Hazırlanan raporda işçi ölümlerinin şehirlere göre dağılımı, “10 ölüm İstanbul’da; 9 ölüm Kocaeli’de; 7 ölüm Bursa’da; 5’er ölüm Adana, Manisa ve Şanlıurfa’da; 4’er ölüm Aydın, Denizli, Giresun, Konya, Mersin, Ordu, Osmaniye ve Tekirdağ’da; 3’er ölüm Balıkesir, Elazığ, Gaziantep, Hatay, İzmir, Kayseri, Van ve Zonguldak’ta; 2’şer ölüm Ankara, Antalya, Artvin, Batman, Burdur, Isparta, Kahramanmaraş, Kırklareli ve Sinop’ta; 1’er ölüm Aksaray, Amasya, Bilecik, Bingöl, Bolu, Diyarbakır, Düzce, Kütahya, Malatya, Muğla, Niğde, Sakarya, Samsun, Sivas, Tokat, Uşak, Yalova, Yozgat, Bangladeş, Gürcistan, Irak, Rusya ve Ukrayna’da meydana geldi” şeklinde oldu.
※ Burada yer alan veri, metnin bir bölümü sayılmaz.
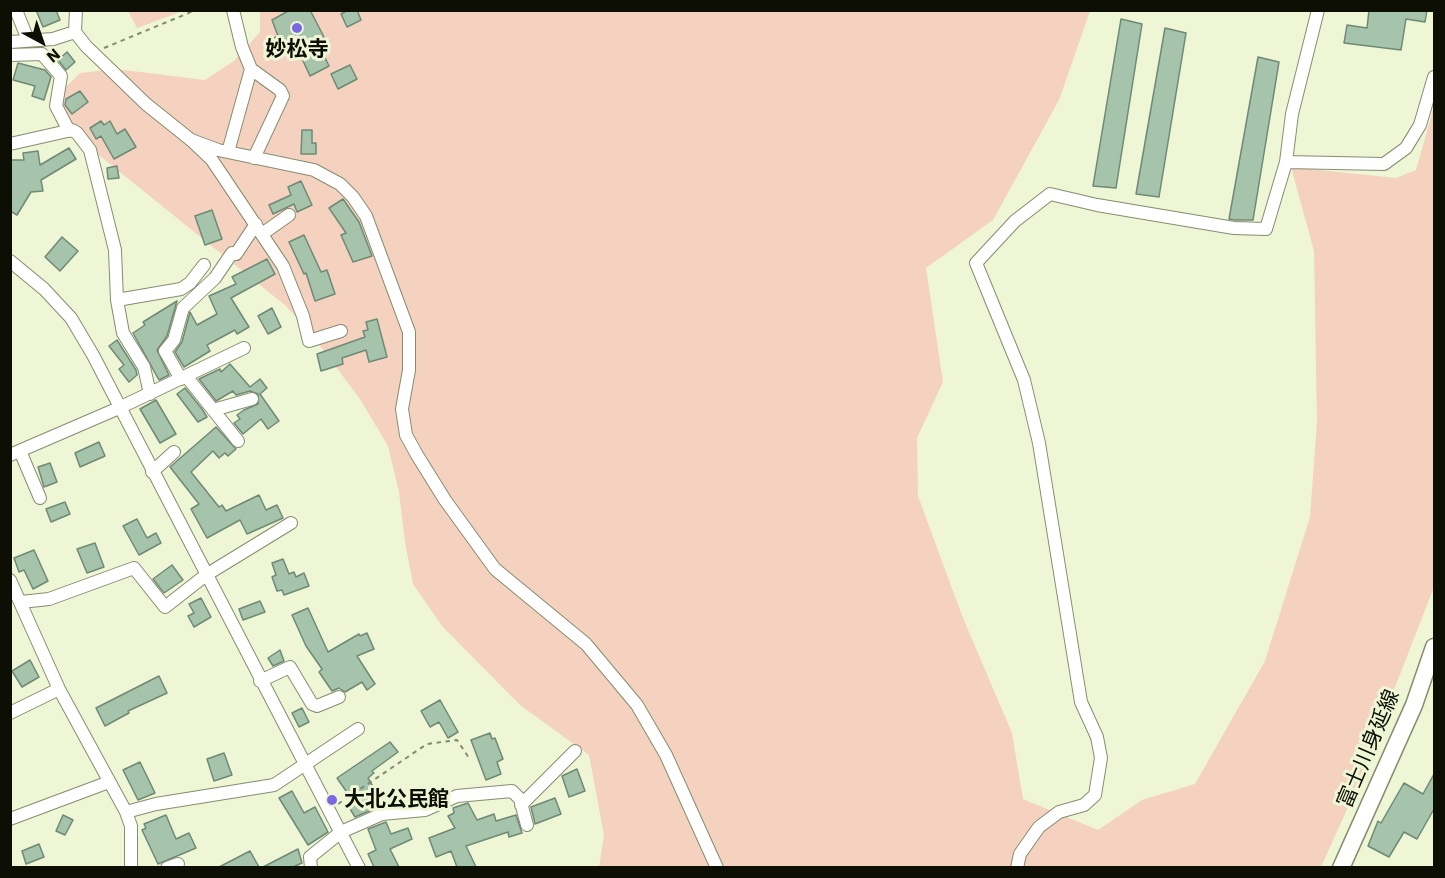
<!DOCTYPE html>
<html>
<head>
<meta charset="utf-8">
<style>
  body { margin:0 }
  #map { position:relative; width:1445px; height:878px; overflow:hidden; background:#eef6d5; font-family:"IBM Plex Sans",sans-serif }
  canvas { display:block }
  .frame { position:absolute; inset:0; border:12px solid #0d0f05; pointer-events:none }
  .north { position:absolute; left:12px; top:12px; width:60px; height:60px; -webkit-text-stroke:4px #eef6d5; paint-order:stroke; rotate:140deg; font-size:16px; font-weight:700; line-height:24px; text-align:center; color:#0d0f05 }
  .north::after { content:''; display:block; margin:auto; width:21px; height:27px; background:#0d0f05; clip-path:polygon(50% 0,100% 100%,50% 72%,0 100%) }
</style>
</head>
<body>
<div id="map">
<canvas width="1445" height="878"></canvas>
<div class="frame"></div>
<div class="north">N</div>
</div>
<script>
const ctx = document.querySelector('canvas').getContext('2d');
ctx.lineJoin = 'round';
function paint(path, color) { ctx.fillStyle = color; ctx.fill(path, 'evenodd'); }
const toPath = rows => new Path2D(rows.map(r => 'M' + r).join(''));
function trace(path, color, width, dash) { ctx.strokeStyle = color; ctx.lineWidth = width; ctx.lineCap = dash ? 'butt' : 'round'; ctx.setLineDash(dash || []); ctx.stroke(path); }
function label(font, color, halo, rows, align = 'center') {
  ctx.font = font + ' "IBM Plex Sans","Noto Sans JP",sans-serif'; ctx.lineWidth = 6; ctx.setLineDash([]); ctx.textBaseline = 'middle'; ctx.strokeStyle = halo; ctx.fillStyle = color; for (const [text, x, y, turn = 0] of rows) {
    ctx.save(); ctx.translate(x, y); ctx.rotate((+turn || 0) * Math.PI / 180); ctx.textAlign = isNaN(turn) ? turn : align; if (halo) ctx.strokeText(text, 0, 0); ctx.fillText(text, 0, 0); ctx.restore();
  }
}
const green = toPath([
  [128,11,183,11,137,28],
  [260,11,1090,11,1059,100,993,220,926,268,943,382,917,438,918,496,963,618,1012,733,1023,799,1098,830,1142,800,1195,784,1265,661,1310,517,1317,422,1314,251,1291,167,1396,178,1416,170,1434,106,1434,587,1350,803,1321,867,599,867,604,835,589,755,520,705,442,626,413,584,405,542,399,492,388,446,360,399,312,335,286,306,69,131,63,114,63,90,80,73,116,69,205,80,234,61,260,32]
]);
const building = toPath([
  [36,10,56,10,60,20,43,27,36,10],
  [290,10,310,10,324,37,317,41,329,66,310,76,298,50,292,53,289,46,273,54,269,40,278,36,272,20,290,10],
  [348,10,357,10,361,20,347,27,341,14,348,10],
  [1369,10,1427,10,1425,22,1406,19,1401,50,1344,43,1347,25,1367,28,1369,10],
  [1121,19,1142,24,1116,188,1093,186,1121,19],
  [1165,28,1186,33,1159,197,1136,194,1165,28],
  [67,52,75,62,66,70,58,60,67,52],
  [1258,57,1279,62,1253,220,1235,220,1229,219,1258,57],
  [18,63,45,70,51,77,44,100,32,96,35,86,13,80,18,63],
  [350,65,357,79,338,89,331,74,350,65],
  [80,91,88,102,72,114,65,105,66,99,80,91],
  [101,121,104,125,110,121,117,134,125,129,136,147,114,159,101,136,96,139,90,128,101,121],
  [302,130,312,130,312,143,316,143,316,154,301,154,302,130],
  [69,148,76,159,41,180,43,191,31,192,17,215,10,211,10,160,24,160,23,153,38,151,40,165,69,148],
  [117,166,119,178,108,179,107,168,117,166],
  [301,181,312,205,297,212,294,204,273,214,269,205,291,195,288,187,301,181],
  [343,199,359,222,372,256,353,262,341,235,346,233,329,208,343,199],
  [212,210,222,239,205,245,195,216,212,210],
  [304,235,321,272,327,270,335,294,315,301,306,273,304,274,289,242,304,235],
  [62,237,78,251,60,271,45,257,62,237],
  [267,259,275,274,231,298,249,327,237,334,235,330,207,345,210,351,184,367,175,352,182,342,190,312,197,325,217,314,209,296,236,284,232,277,267,259],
  [177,301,167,336,157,350,169,375,159,380,133,333,145,325,143,322,177,301],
  [272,308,281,327,268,334,258,316,272,308],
  [377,319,387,357,369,362,366,350,342,358,343,364,321,371,317,354,365,337,363,331,368,330,366,322,377,319],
  [117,340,136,370,137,375,129,382,119,369,124,365,109,346,117,340],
  [230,364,250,387,260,379,267,388,260,394,279,421,268,429,261,419,243,434,234,423,240,419,237,415,244,410,258,404,258,394,250,391,236,395,233,391,216,401,199,379,220,369,221,372,230,364],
  [185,388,202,409,207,417,198,422,177,394,185,388],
  [156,400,176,434,160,443,140,409,156,400],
  [216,427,236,449,228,456,225,453,219,458,213,451,191,472,219,507,222,505,226,511,259,495,266,510,277,505,283,518,247,534,240,520,207,538,191,509,199,504,170,467,216,427],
  [99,442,105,456,80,467,75,453,99,442],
  [50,463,57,482,44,487,38,467,50,463],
  [65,502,70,514,51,522,46,509,65,502],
  [137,519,147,538,156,533,161,543,139,555,123,526,137,519],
  [95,543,104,567,87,573,77,549,95,543],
  [34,550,48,581,33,589,24,570,19,572,14,558,34,550],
  [283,559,289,574,294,572,296,577,304,573,309,586,284,595,282,590,277,591,272,577,276,575,272,563,283,559],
  [172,565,183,580,164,593,153,579,172,565],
  [201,598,211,617,194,627,188,616,194,613,189,604,201,598],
  [260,601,265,612,243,620,239,609,260,601],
  [308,608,328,652,359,634,360,636,367,633,374,649,357,656,375,684,367,690,362,682,345,692,339,688,332,691,319,672,322,669,306,646,292,615,308,608],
  [280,650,284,661,273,666,268,658,280,650],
  [30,660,39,677,22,687,12,671,30,660],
  [159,676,167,693,128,711,129,713,105,726,96,708,159,676],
  [440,700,458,732,448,738,439,722,430,727,421,711,440,700],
  [302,708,309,722,299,727,292,713,302,708],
  [490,733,492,739,495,738,503,759,497,762,501,774,486,780,471,740,490,733],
  [390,742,398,752,372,771,374,773,368,778,378,795,376,796,381,806,355,817,347,804,353,801,337,778,390,742],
  [224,753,232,775,214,781,207,759,224,753],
  [140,762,155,793,138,800,123,770,140,762],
  [577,769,585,791,569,797,562,776,577,769],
  [1434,774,1434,809,1417,839,1404,832,1389,857,1368,846,1378,821,1381,823,1404,783,1423,794,1434,774],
  [292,791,304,813,315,807,328,832,308,845,279,798,292,791],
  [555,798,561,814,535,824,531,807,555,798],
  [468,803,477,820,494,814,496,821,516,815,522,833,509,837,508,832,466,846,476,867,457,867,451,851,436,857,429,838,455,828,448,816,454,813,453,808,468,803],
  [63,815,73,820,65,835,56,831,63,815],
  [166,815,176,839,189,833,196,848,158,864,142,830,146,828,144,824,166,815],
  [386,822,391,834,408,828,412,839,390,849,399,867,374,867,368,854,376,850,368,829,386,822],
  [39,844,44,857,26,864,22,851,39,844],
  [298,849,302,863,293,867,263,867,298,849],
  [250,851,259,867,219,867,250,851]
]);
const path = toPath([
  [104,48,196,10],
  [338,804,427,744,457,740,469,758]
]);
const minor = toPath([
  [16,10,28,40],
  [233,10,242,47,251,69,280,90,283,96,254,158],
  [75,32,86,46,146,104,191,140,212,160,283,266,303,316,309,341,341,331],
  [10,42,53,39,75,32,76,10],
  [10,55,42,54,61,76,56,106,69,131],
  [191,140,218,150,314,170,340,184,353,197,366,216,409,332,409,370,402,409,406,435,417,455,445,500,495,569,586,644,637,705,666,755,717,868],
  [10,144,72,130,77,133,90,150,115,250,117,300,123,333,144,367,150,394],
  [228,152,251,69],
  [1286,162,1384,164,1406,148,1420,125,1434,77],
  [262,234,289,215],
  [10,261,44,289,71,318,93,355,359,868],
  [117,300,181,289,190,283,204,265],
  [186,376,238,441],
  [181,379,165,351,174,340,183,308,215,278,232,253,236,254,256,224],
  [213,410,252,399],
  [20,451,40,498],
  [10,455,119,408,244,348],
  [152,472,174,452],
  [10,580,59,689,126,812,131,826,131,868],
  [21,602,49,599,134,568,165,607,206,575,291,523],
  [260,681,290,667,312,704,317,706,339,697],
  [10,713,59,689],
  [521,805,575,751],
  [126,812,156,804,274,785,358,729],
  [10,819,109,782],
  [167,868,178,864],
  [311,868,310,857,341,832,382,814,425,810,457,796,512,791,520,799,527,825],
  [1017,868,1020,854,1039,827,1059,812,1084,805,1095,795,1101,758,1097,737,1081,702,1039,443,1024,380,976,263,1015,221,1050,194,1097,205,1234,228,1266,229,1286,162,1292,114,1318,10]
]);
const major = toPath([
  [1341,868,1414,705,1434,647]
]);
const markers = [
  [297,28,6,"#7968e3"],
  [332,800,6,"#7968e3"]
];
const poiNames = [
  ["妙松寺",297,50],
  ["大北公民館",344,800,"left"]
];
const streetNames = [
  ["富士川身延線",1369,749,-67]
];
paint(green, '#f4d2bf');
paint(building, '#a6c3ac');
trace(building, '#6e8a75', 1.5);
trace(minor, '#868d6f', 14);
trace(major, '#868d6f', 19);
trace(path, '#848a73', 2, [4.5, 4.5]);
trace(minor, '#fff', 12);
trace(major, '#fff', 16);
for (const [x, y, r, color] of markers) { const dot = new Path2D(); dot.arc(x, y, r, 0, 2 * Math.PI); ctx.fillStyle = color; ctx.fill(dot); trace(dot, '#eef6d5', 2); }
label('bold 21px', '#0d0f05', '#eef6d5', poiNames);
label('21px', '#0d0f05', '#eef6d5', streetNames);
</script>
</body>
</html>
ÖLEN İŞÇİLER SAYGIYLA ANILDI

İSİG, şubat ayı raporunda hayatını kaybeden 138 işçiyi saygıyla anarak isimlerini şöyle açıkladı: “Sebaattin B., Mustafa Zümber, Özgür Can Akbulut, Barış Akbulut, Rojhat Altuntaş, Osman Yılmaz, Ahmet Yıldız, Mahmut Arı, Mehmet Karataş, Erol Yiğit, Mehmet Berber, Mustafa Uysal, Bayram Kökçe, Gökhan Süt, Mehmet Ali Ersoy, İsmail Tekin, Hakan Altekin, Salih Yıldırım, Adem Yıldız, Taner Çulhaoğlu, Murat Arı, Mahmut Tok, Gökhan Dinç, Recep Ceylan, Ercan Akyürek, Nail Başaran, Haydar Kaya, İrfan Arslanhan, Emir Dibo, İlhan Doğan, İlhan Tütüncü, Cevat Türedi, Fehim Aba, Serdar Abo, Toygun Ateş, Tekin Özdemir, Mustafa Okuşluğ, Cuma Topraktaş, Kader Balcı, Hüseyin Demiray, Metin Mimir, İlhan Mimir, İhsan Mimir, Sevil Akyüz, Reşat Keskin, Endercan Kutkan, Taner Kavas, Müslüm Yılmaz, Serkan Turgut, Hakan Arslan, Ahmet ., Hüseyin Akkurt, Erhan Tanrıverdi, Mehmet Altan, Ali Uzunmehmet, İbrahim Zuveyn, Latif A., Sinan Çakır, İbrahim Koçoğlu, İsmail Aslan, Mehmet Çetinkaya, Abdullah Polat, Ahmet Önay, Emre S., M.K., Ömer Şimşek, Ziyed Ağcı, Ünal Çetinkaya, Yalçın Sütçü, Yüksel Bilgin, M.E., Murat Kara, Hasan Özpınar, Hüseyin Kızılaslan, İ. Karadeniz, İbrahim Uysal, Mustafa Gündoğdu, Erkan Tarıer, Dursun Tuğran, Hakan Bozan, Enver Taş, Mustafa Yıldız, Ender Erdoğan, Metin Agartancan, Namık Adlim, Aydın Keleşoğlu, Koray Tombak, Necmi Kaya, Celil Candar, Adem Gülsatar, Şaban Çivi, Murat Kuran, Fahri İnci, Sefa Erdem, Muammer Alak, Turan Arslan, Emel Yaman, Mehmet Tevfik Yardak, Serpil Ertuğbay, Eşsiz Çınaroğlu, İbrahim Bayraktar, L.Aktan Kokuoğlu, Emrullah Maraş, Abdülaziz Aslan, Rıza Uğur Keçecioğlu, Güven Erarslanlar, Mustafa Yalçın, Halil Onalt, Talat Aydemir, Sakine Kılıç, Kaya Kılıç, Kemal Derin, Adem Hacıoğlu, Necmi Arslan, Halil Bozdağ, Şener Karakış, Fatma Nurcan Uspulat, Mehmet Ertane, Mehmet Ergün Savçın, Enis Dailli, Royce Namubiru, Mehmet Mert El, Özgür Hizmetli, Emre Karavuş, Murat Güven, Yusuf Acar, Halil Çetinkaya, Tekin Çiçek, Sıtkı Vural, Yakup Kahveci, Mustafa Veziroğlu, Halil Muslu, Raci Ceyhan, Ahmet Tarı, Tugay Adak, Bardia Gharibi ve ismini öğrenemediğimiz 2 işçi.”